Exclusives are on the rise at both department and mass stores, Owens said. Bigger consumer packaged goods companies create special collections for chains to help them stand out from the competition. If that’s not available, retailers are acting as brand managers and creating their own lines such as Boots No7 and Soap and Glory. To keep up with Ulta Beauty, Owens foresees more in-store services such as brow shaping at drugstores.
One of the challenges for drug chains, he acknowledged, is the sheer size of the network. It is a daunting task to elevate the look and selection at thousands of stores. “That’s why they [chains] have laserlike focus on urban environment,” Owens said noting the biggest upgrade service efforts are put to work in high-density shopping markets such as New York or Boston. “In the new world, what we’ll see is more of a leveraging of the virtual experience. You’ll see more and more of that.” Boots in the U.K. already offers more virtual tools, which help the retailer notch 50 percent of its sales in beauty. Traditional American drugstores produce more than 70 percent of their volume in health. “They are going to bring the best of what Europe has to offer here,” he predicted. Already, according to Kantar’s research, efforts at Walgreens have helped attract upscale consumers. Based on “where department store customers spend the most on color cosmetics,” Kantar noted a 1.4 percent increase in Walgreens as a preferred store between 2013 and 2014. Walgreens notched a 2.6 percent increase with drugstore shoppers when it came to cosmetics.

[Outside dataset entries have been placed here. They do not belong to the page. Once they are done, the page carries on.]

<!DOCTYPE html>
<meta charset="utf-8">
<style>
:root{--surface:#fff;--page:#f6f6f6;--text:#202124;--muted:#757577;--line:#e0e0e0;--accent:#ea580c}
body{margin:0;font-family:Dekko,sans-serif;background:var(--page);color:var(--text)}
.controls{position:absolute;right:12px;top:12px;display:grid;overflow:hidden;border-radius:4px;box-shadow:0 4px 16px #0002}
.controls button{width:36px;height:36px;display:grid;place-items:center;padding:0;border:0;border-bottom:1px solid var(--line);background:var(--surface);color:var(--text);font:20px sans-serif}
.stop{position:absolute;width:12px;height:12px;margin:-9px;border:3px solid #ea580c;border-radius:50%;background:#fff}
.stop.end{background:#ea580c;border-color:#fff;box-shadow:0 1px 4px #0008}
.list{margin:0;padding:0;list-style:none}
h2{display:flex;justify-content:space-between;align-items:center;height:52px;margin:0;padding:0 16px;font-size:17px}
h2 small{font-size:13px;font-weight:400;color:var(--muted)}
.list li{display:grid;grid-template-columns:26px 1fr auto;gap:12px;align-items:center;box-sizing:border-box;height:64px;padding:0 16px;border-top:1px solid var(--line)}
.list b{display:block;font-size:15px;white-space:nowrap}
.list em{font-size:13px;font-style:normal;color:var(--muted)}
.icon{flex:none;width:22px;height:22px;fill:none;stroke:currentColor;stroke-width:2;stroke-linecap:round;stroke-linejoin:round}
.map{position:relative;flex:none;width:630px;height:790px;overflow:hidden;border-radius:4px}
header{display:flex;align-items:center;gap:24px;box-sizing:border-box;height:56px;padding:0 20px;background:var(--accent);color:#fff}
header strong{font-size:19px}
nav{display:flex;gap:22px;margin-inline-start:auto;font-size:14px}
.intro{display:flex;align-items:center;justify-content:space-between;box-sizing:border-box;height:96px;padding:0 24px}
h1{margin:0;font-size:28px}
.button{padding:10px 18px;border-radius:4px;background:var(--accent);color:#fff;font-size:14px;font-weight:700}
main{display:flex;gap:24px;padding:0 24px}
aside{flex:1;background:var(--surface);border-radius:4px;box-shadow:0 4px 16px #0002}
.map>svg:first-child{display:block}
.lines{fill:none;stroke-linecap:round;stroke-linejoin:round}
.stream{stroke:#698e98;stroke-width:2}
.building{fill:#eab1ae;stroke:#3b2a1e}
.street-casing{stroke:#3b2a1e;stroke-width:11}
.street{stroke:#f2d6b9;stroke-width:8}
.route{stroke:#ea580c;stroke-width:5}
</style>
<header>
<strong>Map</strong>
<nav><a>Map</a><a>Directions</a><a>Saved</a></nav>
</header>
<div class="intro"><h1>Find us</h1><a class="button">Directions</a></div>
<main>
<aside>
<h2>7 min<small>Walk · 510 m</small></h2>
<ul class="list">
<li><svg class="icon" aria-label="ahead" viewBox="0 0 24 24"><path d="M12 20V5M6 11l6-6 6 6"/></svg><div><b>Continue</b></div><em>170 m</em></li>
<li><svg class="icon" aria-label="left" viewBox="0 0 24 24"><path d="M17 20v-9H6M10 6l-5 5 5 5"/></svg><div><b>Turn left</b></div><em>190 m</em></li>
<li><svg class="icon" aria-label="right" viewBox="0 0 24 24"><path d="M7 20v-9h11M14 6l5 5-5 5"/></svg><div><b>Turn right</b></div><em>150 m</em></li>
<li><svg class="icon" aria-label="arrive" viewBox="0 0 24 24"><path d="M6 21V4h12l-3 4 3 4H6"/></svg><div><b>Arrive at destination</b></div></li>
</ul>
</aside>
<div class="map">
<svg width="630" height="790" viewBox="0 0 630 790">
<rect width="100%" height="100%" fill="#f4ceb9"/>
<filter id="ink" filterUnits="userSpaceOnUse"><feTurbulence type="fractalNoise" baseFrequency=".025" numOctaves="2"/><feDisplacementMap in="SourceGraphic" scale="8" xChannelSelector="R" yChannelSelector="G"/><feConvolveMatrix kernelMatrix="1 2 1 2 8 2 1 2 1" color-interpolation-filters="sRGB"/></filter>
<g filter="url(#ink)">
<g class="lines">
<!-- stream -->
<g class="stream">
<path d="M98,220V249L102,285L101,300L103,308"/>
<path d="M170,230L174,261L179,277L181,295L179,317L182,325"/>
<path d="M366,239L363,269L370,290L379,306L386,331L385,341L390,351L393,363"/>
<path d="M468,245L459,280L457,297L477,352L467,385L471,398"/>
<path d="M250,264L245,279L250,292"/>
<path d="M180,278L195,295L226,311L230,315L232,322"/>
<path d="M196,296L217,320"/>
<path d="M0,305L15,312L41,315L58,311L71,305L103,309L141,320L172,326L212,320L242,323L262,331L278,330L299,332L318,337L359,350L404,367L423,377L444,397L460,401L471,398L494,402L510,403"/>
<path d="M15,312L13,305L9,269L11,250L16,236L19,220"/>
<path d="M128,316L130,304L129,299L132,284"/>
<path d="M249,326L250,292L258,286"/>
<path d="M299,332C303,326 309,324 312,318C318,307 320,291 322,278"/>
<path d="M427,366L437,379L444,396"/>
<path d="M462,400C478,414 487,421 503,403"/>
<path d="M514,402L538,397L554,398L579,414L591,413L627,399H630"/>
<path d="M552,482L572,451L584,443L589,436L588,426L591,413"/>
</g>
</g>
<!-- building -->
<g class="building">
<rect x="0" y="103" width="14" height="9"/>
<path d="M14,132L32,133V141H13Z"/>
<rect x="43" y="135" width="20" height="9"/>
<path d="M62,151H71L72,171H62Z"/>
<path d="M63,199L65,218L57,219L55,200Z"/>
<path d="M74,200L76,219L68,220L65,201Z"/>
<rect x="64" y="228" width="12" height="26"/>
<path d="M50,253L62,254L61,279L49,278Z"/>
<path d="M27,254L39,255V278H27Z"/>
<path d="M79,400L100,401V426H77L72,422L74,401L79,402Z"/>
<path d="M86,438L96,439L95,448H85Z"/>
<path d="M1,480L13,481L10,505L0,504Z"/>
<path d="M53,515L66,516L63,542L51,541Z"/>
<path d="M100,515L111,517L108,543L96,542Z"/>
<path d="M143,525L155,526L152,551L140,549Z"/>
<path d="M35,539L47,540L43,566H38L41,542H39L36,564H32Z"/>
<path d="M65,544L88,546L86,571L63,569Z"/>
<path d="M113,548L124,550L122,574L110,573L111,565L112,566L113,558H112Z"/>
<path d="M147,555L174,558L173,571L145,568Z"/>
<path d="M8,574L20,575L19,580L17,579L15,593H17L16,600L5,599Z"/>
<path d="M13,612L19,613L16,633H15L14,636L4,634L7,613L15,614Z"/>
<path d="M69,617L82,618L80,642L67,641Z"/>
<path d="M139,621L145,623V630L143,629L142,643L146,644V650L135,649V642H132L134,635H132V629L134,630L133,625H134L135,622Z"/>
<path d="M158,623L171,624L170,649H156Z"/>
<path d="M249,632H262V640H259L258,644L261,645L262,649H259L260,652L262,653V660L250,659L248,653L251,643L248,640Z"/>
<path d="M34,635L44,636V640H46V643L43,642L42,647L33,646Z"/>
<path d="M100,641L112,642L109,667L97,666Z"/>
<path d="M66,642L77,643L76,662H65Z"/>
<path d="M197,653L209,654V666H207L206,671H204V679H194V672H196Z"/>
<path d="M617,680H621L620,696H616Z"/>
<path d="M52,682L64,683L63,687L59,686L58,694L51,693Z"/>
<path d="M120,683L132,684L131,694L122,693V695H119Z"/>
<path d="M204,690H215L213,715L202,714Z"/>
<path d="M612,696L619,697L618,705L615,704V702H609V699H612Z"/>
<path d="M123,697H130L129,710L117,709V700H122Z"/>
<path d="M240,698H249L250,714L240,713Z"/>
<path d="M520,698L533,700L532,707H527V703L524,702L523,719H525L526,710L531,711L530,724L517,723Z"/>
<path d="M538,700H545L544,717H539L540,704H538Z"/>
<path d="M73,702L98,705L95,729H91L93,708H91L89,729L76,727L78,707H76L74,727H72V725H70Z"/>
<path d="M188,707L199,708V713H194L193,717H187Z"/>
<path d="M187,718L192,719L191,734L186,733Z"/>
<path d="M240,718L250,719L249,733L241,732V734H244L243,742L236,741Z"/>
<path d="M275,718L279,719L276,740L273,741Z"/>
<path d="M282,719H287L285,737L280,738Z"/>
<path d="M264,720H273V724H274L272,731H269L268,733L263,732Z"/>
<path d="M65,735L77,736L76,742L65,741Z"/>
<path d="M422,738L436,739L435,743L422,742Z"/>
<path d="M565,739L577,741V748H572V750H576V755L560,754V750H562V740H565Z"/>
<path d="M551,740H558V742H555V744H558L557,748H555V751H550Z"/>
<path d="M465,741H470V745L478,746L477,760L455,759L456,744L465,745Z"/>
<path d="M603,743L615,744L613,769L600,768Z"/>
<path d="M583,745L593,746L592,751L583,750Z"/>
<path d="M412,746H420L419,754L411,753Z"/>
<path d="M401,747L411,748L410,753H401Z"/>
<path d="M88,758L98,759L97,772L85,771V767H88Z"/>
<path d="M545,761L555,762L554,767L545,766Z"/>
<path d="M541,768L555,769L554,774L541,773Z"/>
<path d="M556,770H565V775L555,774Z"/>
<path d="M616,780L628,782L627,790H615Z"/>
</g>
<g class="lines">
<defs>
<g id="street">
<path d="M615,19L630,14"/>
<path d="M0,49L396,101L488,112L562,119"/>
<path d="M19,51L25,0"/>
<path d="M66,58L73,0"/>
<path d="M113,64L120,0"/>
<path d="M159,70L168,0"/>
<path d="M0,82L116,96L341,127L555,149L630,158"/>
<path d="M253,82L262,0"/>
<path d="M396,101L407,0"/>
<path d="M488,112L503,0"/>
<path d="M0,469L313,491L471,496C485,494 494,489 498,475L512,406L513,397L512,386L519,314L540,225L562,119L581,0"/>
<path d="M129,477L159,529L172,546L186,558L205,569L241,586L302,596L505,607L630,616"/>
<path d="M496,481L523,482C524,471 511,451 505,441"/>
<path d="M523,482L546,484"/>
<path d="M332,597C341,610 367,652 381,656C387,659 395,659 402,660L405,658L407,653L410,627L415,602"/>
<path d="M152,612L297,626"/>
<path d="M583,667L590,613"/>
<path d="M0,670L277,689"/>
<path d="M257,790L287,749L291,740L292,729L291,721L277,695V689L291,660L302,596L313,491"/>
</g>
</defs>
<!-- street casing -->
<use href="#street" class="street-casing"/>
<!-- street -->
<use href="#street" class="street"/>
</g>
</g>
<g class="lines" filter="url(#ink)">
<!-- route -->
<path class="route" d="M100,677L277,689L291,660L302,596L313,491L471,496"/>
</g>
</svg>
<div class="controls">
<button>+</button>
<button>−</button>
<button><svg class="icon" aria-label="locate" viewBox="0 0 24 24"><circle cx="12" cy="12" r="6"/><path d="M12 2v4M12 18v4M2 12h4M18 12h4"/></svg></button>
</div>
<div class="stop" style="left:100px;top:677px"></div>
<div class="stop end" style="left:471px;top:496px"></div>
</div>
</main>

It isn’t only drugstores hungry for bigger beauty baskets. He noted efforts by Target to put a spotlight on emerging nice brands while supermarkets like Kroger tout the link between “what you eat and looking good.”
Looking further into the future, Owens believes physical stores will be more about sampling and services versus purely moving merchandise. Sampling will be a key to getting product into consumers’ hands, he noted. Peer groups will usurp brand advertising as the voice of recommendation. Online platforms will be more important to serve as the replenishment vehicle. Partnerships and stores within stores will be integral to elevating the experience to draw shoppers in. “We don’t know what the beauty landscape is going to be like, but technology will definitely help define it,” he said. “The decision to build beauty has been made because the value it adds to the basket is amazing.”